Launched from the French naval base of Toulon on the Mediterranean coast, the operation was undertaken by Vice Amiral Emile Duplat’s 3rd Squadron, which was divided into two parts as Groupement 1 with the heavy cruisers Algérie (Duplat’s flagship) and Foch together with the destroyers Aigle, Lion and Vauban of the 1st Destroyer Division and Cassard, Chevalier Paul and Tartu of the 5th Destroyer Division; and Groupement 2 with the heavy cruisers Dupleix (flagship of Contre Amiral Edmond Derrien) and Colbert together with the destroyers Albatros and Vautour of the 7th Destroyer Division and Guépard, Valmy and Verdun of the 3rd Destroyer Division. Support was provided by the submarines Archimède, Iris, Pallas and Vénus, which operated in the area off Savona in north-western Italy.
Early in the morning of 14 June the operation began with the bombardment of Genoa’s harbour installations and Vado. The destroyer Albatros was the only casualty when a shell from a battery of Italian 6-in (152-mm) coast-defence guns exploded in a boiler room and incinerated 10 men. In response to the French attack, the torpedo boat Calafitimi and the motor torpedo boats MAS-535, MAS-539, MAS-534 and MAS-538 of the 13a Squadrone MAS sortied from La Spezia to attack the French force. After a brief encounter with the Italian ships, the French units retired and returned to Toulon.
The Italian submarines Neghelli and Veniero were already at sea, and Iride and Sciré departed La Spezia, but none of these boats established contacted the French force before the ships returned to harbour.

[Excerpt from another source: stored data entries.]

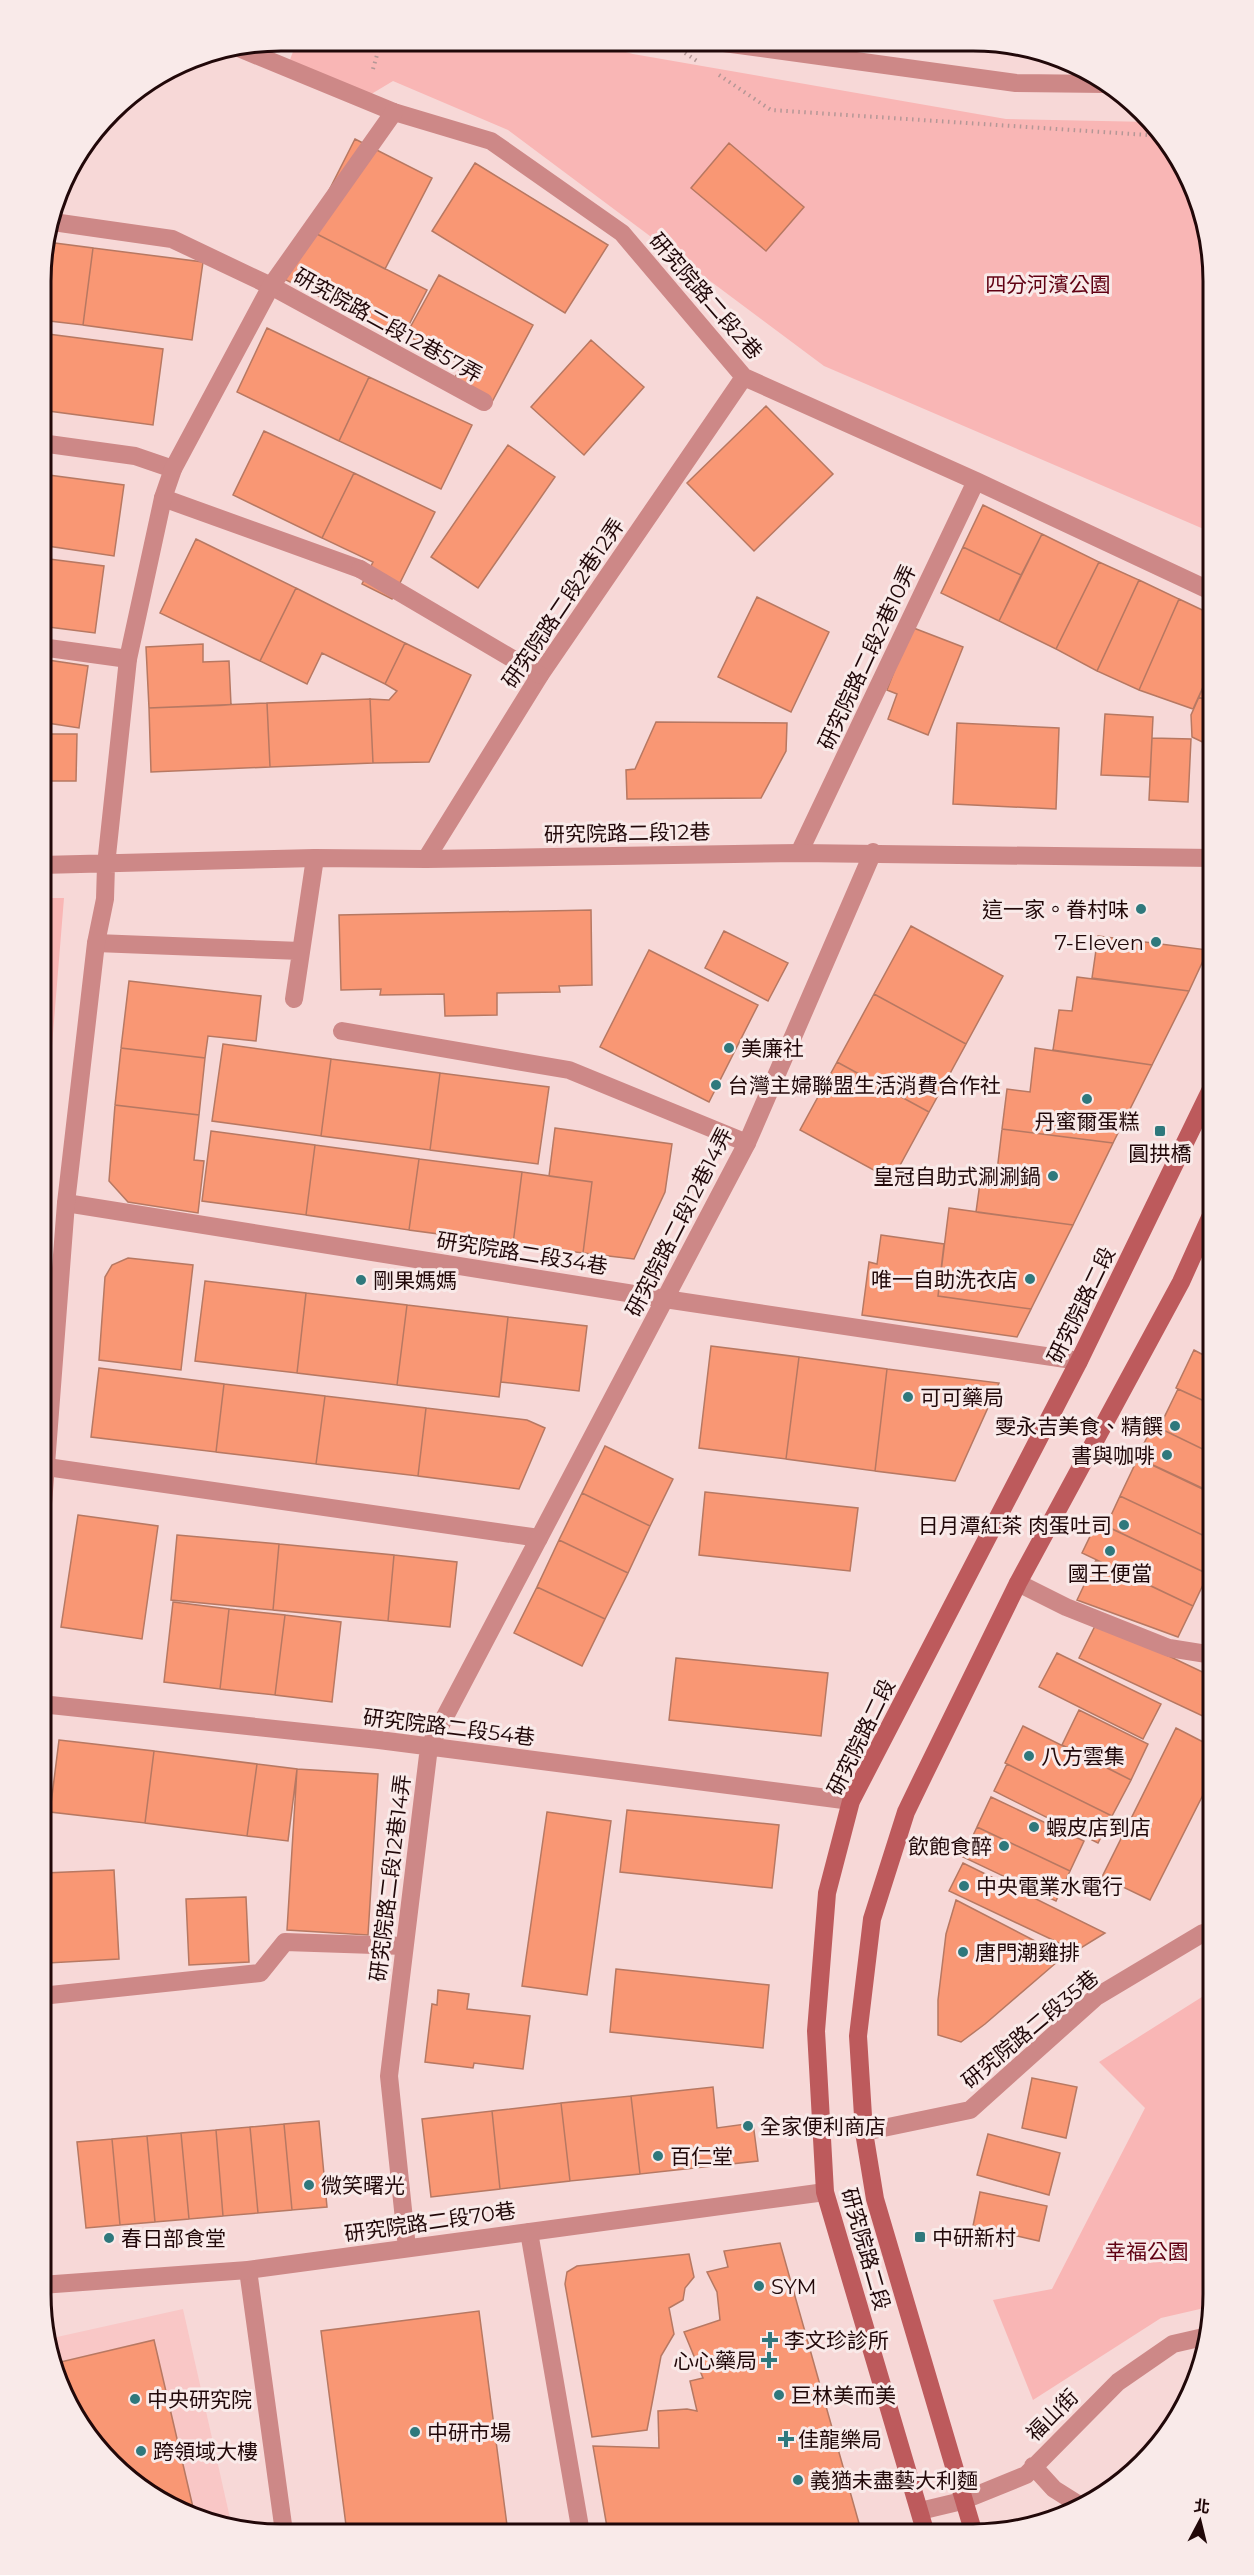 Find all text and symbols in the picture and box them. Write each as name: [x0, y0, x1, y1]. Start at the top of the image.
street label: 研究院路二段2巷: [644, 228, 768, 364]
street label: 研究院路二段12巷57弄: [289, 263, 487, 387]
park label: 四分河濱公園: [985, 272, 1111, 297]
street label: 研究院路二段2巷12弄: [497, 513, 629, 693]
street label: 研究院路二段2巷10弄: [813, 560, 921, 754]
street label: 研究院路二段12巷: [544, 819, 710, 847]
place label: 這一家。眷村味: [982, 897, 1129, 922]
marker: 這一家。眷村味: [1134, 902, 1148, 916]
place label: 7-Eleven: [1055, 930, 1144, 955]
marker: 7-Eleven: [1149, 935, 1163, 949]
place label: 美廉社: [741, 1036, 804, 1061]
marker: 美廉社: [722, 1041, 736, 1055]
place label: 台灣主婦聯盟生活消費合作社: [728, 1073, 1001, 1098]
marker: 台灣主婦聯盟生活消費合作社: [709, 1078, 723, 1092]
marker: 丹蜜爾蛋糕: [1080, 1092, 1094, 1106]
place label: 丹蜜爾蛋糕: [1035, 1109, 1140, 1134]
street label: 研究院路二段12巷14弄: [620, 1123, 738, 1321]
marker: 圓拱橋: [1153, 1124, 1167, 1138]
place label: 圓拱橋: [1129, 1141, 1192, 1166]
place label: 皇冠自助式涮涮鍋: [873, 1164, 1041, 1189]
marker: 皇冠自助式涮涮鍋: [1046, 1169, 1060, 1183]
street label: 研究院路二段34巷: [435, 1227, 609, 1279]
street label: 研究院路二段: [1042, 1243, 1120, 1367]
place label: 唯一自助洗衣店: [871, 1267, 1018, 1292]
place label: 剛果媽媽: [373, 1268, 457, 1293]
marker: 唯一自助洗衣店: [1023, 1272, 1037, 1286]
marker: 剛果媽媽: [354, 1273, 368, 1287]
place label: 可可藥局: [920, 1385, 1004, 1410]
marker: 可可藥局: [901, 1390, 915, 1404]
place label: 雯永吉美食、精饌: [995, 1414, 1163, 1439]
marker: 雯永吉美食、精饌: [1168, 1419, 1182, 1433]
place label: 書與咖啡: [1071, 1443, 1155, 1468]
marker: 書與咖啡: [1160, 1448, 1174, 1462]
place label: 日月潭紅茶 肉蛋吐司: [917, 1513, 1112, 1538]
marker: 日月潭紅茶 肉蛋吐司: [1117, 1518, 1131, 1532]
marker: 國王便當: [1103, 1544, 1117, 1558]
place label: 國王便當: [1068, 1561, 1152, 1586]
street label: 研究院路二段: [822, 1675, 900, 1799]
street label: 研究院路二段54巷: [362, 1704, 536, 1750]
place label: 八方雲集: [1041, 1744, 1125, 1769]
marker: 八方雲集: [1022, 1749, 1036, 1763]
street label: 研究院路二段12巷14弄: [365, 1773, 415, 1983]
place label: 蝦皮店到店: [1046, 1815, 1151, 1840]
marker: 蝦皮店到店: [1027, 1820, 1041, 1834]
place label: 飲飽食醉: [908, 1834, 992, 1859]
marker: 飲飽食醉: [997, 1839, 1011, 1853]
place label: 中央電業水電行: [976, 1874, 1123, 1899]
marker: 中央電業水電行: [957, 1879, 971, 1893]
place label: 唐門潮雞排: [975, 1940, 1080, 1965]
marker: 唐門潮雞排: [956, 1945, 970, 1959]
street label: 研究院路二段35巷: [957, 1965, 1103, 2093]
place label: 全家便利商店: [760, 2114, 886, 2139]
marker: 全家便利商店: [741, 2119, 755, 2133]
place label: 百仁堂: [670, 2144, 733, 2169]
marker: 百仁堂: [651, 2149, 665, 2163]
place label: 微笑曙光: [321, 2173, 405, 2198]
marker: 微笑曙光: [302, 2178, 316, 2192]
street label: 研究院路二段: [837, 2185, 895, 2313]
street label: 研究院路二段70巷: [343, 2198, 517, 2246]
place label: 中研新村: [932, 2225, 1016, 2250]
place label: 春日部食堂: [121, 2226, 226, 2251]
marker: 中研新村: [913, 2230, 927, 2244]
marker: 春日部食堂: [102, 2231, 116, 2245]
park label: 幸福公園: [1105, 2239, 1189, 2264]
place label: SYM: [771, 2274, 817, 2299]
marker: SYM: [752, 2279, 766, 2293]
place label: 李文珍診所: [784, 2328, 889, 2353]
marker: 李文珍診所: [761, 2331, 779, 2349]
place label: 心心藥局: [673, 2348, 757, 2373]
marker: 心心藥局: [762, 2353, 776, 2367]
place label: 巨林美而美: [791, 2383, 896, 2408]
street label: 福山街: [1021, 2384, 1083, 2446]
place label: 中央研究院: [147, 2387, 252, 2412]
marker: 巨林美而美: [772, 2388, 786, 2402]
marker: 中央研究院: [128, 2392, 142, 2406]
place label: 中研市場: [427, 2420, 511, 2445]
marker: 中研市場: [408, 2425, 422, 2439]
place label: 佳龍樂局: [798, 2427, 882, 2452]
marker: 佳龍樂局: [779, 2432, 793, 2446]
place label: 跨領域大樓: [153, 2439, 258, 2464]
marker: 跨領域大樓: [134, 2444, 148, 2458]
place label: 義猶未盡藝大利麵: [810, 2468, 978, 2493]
marker: 義猶未盡藝大利麵: [791, 2473, 805, 2487]
north arrow: [1170, 2491, 1230, 2551]
text: 北: [1193, 2496, 1211, 2517]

In an effort to provide a diversion for the French force involved in 'Vado', the French heavy cruisers Suffren, Duquesne and Tourville, light cruiser Duguay-Trouin and destroyers Basque, Forbin and Fortuné, under the command of Vice-amiral René-Emile Godfroy, departed Beirut, Lebanon, to operate in the Kaso Strait to the east of Crete in the eastern basin of the Mediterranean.